Here's something of a novelty: a review of a book that was published nearly 30 years ago. Even more of a novelty is the fact that this review has something of a sectarian slant to it. While I have generally not singled out any religious preference for special attention, this post cannot fail to do so because this is a book on Pirkei Avot by two scholarly advocates of Reform Judaism in the United States.
As an orthodox Jew by persuasion and practice, I cannot pretend to be an expert on the Reform movement in the States. This review will not therefore discuss its principles and doctrines. My interest here is solely focused on what the book under review has to say about Avot and how it says it.The book, Pirke Avot: A Modern Commentary on Jewish Ethics, was published in 1993 by the UAHC Press. The authors are Leonard Kravitz and Kerry M. Olitzky, both of whom held posts with the Hebrew Union College and worked as congregational rabbis. Finding this work in my local second-hand book shop, I was intrigued. What would it say about the Ethics of the Fathers?
I had expected to find some fairly revolutionary, not to say shocking, religious pronouncements in the commentary on the six chapters of Avot. The big shock, however, was that there weren't any. The authors took an eclectic approach to their choice of sources, limiting themselves to just five: the Avot deRabbi Natan, Maimonides, the commentary ascribed to Rashi, Rabbi Ovadyah MiBartenura and Rabbi Yom Tov Lipman Heller's Tosafot Yom Tov. For the benefit of readers who may not appreciate the significance of this selection, it is notable that all five belong firmly within the orthodox camp and none is modern. The author of the most recent of these works, Rabbi Yom Tov Lipman Heller, died in 1654.

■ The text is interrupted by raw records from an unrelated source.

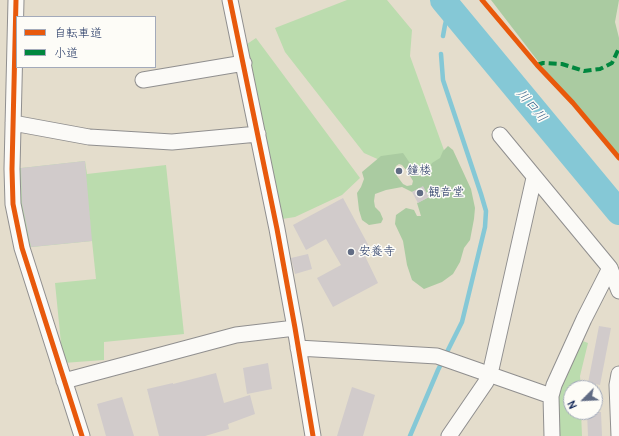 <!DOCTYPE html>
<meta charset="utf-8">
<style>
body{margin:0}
#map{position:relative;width:619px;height:436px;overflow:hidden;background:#e4ddcc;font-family:Pangolin,"Klee One",sans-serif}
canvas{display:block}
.legend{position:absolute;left:16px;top:16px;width:140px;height:52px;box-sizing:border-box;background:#fdfcf7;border:1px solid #a3aaba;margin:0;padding:5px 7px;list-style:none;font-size:12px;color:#1b2f5e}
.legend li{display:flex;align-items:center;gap:8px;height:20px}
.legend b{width:20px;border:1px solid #a3aaba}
.north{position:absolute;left:563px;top:380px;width:40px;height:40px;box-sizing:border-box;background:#fdfcf7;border:1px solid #a3aaba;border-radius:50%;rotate:246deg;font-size:11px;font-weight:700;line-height:16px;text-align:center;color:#1b2f5e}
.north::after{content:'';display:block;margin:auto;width:14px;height:18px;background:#616c84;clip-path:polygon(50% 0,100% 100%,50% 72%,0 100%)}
</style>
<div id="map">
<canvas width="619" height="436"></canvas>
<ul class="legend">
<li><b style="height:5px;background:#e8590c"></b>自転車道</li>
<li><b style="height:5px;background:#00873e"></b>小道</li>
</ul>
<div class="north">N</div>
</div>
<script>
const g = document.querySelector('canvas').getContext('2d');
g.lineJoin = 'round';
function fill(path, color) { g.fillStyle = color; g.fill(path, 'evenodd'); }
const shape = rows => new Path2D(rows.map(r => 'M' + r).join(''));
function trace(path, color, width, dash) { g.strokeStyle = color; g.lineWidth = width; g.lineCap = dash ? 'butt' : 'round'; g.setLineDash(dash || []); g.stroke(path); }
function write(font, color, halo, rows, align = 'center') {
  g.font = font + ' Pangolin,"Klee One",sans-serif'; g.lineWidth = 3; g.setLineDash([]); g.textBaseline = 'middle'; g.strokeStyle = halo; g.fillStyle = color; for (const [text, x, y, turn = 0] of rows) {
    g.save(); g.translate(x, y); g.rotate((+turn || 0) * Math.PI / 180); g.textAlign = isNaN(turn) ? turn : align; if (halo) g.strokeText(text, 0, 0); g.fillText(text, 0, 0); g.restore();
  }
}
const green = shape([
 [347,0,387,0,412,30,410,56,449,164,415,184,405,161,393,166,364,153,285,52,275,28],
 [256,38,360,178,342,195,295,217,282,219,247,44],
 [85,161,87,174,166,165,184,334,104,342,104,360,63,363,55,283,96,279,92,241,22,248,12,169],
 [575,338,588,343,580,376,581,388,571,388,571,412,581,412,582,436,552,436,551,396]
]);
const forest = shape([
 [491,0,619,0,615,22,619,38,619,159,554,82],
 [448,146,453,150,471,189,475,208,474,219,470,240,464,248,460,262,453,274,442,282,424,289,412,280,407,265,403,241,395,224,396,215,406,208,414,210,417,216,421,216,417,203,429,197,426,192,416,190,412,192,402,187,386,190,375,194,374,201,375,207,380,212,383,219,381,223,369,225,362,220,359,210,357,193,361,187,364,179,362,172,381,156,403,153,418,175,426,172,432,163,440,158,443,151],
 [399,164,402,165,407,171,413,181,412,185,407,186,403,184,397,176,394,171,396,166]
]);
const stream = shape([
 [443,36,445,25,449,8],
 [410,436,438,370,462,322,485,227,486,211,481,194,443,80,441,54]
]);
const river = shape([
 [443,0,619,212]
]);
const building = shape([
 [85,161,92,241,31,247,22,203,21,168],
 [423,186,429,197,418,203,412,192],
 [343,198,371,250,364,254,378,283,333,307,317,278,341,265,326,239,306,250,293,225],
 [308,254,312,269,295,274,291,258],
 [599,326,611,328,600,385,588,383],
 [268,363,272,389,247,394,243,368],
 [216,373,224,403,250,395,255,414,228,424,229,429,205,436,159,436,147,389,173,383,173,384],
 [352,387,375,395,363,436,337,436],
 [122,397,134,436,106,436,97,404],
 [587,412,601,412,602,436,588,436]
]);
const minor = shape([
 [16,0,12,169,13,204,22,248,82,436],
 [230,0,277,229,295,328,313,436],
 [143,80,244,63],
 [13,123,89,137,172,142,258,134],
 [500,135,610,268,584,319,554,385,551,396,552,436],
 [610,268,619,291],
 [298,348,437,356,551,396],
 [64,381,236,335,295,328],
 [449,436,486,382,490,374,534,178],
 [619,436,617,385,619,374]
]);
const quiet = shape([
 [537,65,543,63,562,64,584,71,600,69,612,63,619,48]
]);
const cycleway = shape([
 [16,0,12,169,13,204,22,248,82,436],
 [230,0,277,229,295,328,313,436],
 [482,0,537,65,573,103,619,158]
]);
const markers = [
 [399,171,4,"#616c84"],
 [420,193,4,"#616c84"],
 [351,252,4,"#616c84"]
];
const poiNames = [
 ["鐘楼",407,171],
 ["観音堂",428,193],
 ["安養寺",359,252]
];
const waterNames = [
 ["川口川",531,106,50]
];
fill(green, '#bbdcae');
fill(forest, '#aacba1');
trace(stream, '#85c8d6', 4.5);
trace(river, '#85c8d6', 26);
fill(building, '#d1cbcb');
trace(minor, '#908f8f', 17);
trace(minor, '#fbfaf7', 15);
trace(quiet, '#00873e', 4, [8, 4]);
trace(cycleway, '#e8590c', 5);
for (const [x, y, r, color] of markers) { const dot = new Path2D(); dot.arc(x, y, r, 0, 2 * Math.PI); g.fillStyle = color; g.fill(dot); trace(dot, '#fdfcf7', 1.5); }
write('12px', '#1b2f5e', '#fdfcf7', poiNames, 'left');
write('italic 13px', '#2e5a84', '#fdfcf7', waterNames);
</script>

Taken as a whole, the treatment of these venerable sources is most respectable. In the main, each mishnah or baraita is accompanied by a translation and a brief extract of one or more of the sources mentioned above that seeks to elucidate or contextualise it. There are a small number of exceptions, where the authors add or substitute their own comments for those of the sages, of which the most puzzling is that which follows Avot 4:26 (where Rabbi Yose ben Yehudah likens learning from the young and the old to, respectively, drinking wine that is raw or mature) and 4:27 (the account of new jars containing old wine and old jars that don't even contain new wine). The sole commentary on the two mishnayot reads:
"The use of wine growing and wine making as symbols suggests how much viticulture was part of the ancient Jewish and general world".
This comment reflects the general drift of this book in treating Avot as a useful reference point for the study of Jewish life and rabbinical thought in the mishnaic period.
There is a further issue to address here: where is the Reform content of this book?
Each of the six chapters of Pirkei Avot is followed by two further sections. The first add-on consists of short explanations, penned by the authors, of some of the concepts and issues touched upon in the preceding chapter. In these we also read a little about the Reform positions on, for instance, rabbinic legislation, reward and punishment, this world and the next, and cremation. These explanations are brief and matter-of-fact, and certainly not "preachy".
The second add-on, called "gleanings", consists of a collection of short passages that have direct or tangential reference to a mishnah or baraita in the chapter to which they are appended. All are written by influential figures within the Reform movement from the United States and beyond.
Taken individually and collectively, these "gleanings" are far more powerful than the teachings in Avot and the accompanying commentary are allowed to be. Most are stylistically elegant and eloquent, designed to stimulate the mind and stir the emotions. Strange to say, if one were to blank out the name of the authors of many of these passages, one might easily imagine that they had been spoken by a contemporary orthodox rabbi.
Nonetheless I was left feeling uncomfortable about this book. Admittedly it was neither a critique of orthodox/traditional Judaism nor a hard sell for Reform. It did however make me think of an exercise in "bait-and-switch". My attention had been caught by the fact that this was a modern commentary -- but I had assumed that it was a modern commentary on Avot. In essence, it was not. The subtitle does state that the book is a "modern commentary on Jewish ethics" -- which it is. But the choice of Maimonides and the rest, the selection of source materials that were not modern and did not engage with any discussion of Jewish ethics, rather suggested that their inclusion may have been intended to show that the rabbis of the mishnah spoke only to their peers and that the sages of yesteryear had nothing to offer the then modern world of 1993.
In other words, the reader will receive the impression that "old" Judaism is a closed book, and that Jewish ethical narrative has now relocated to the "gleanings".
I would be curious to discover whether any readers of this blog have read this book too. If there are, I hope that they will share their opinions with the rest of us.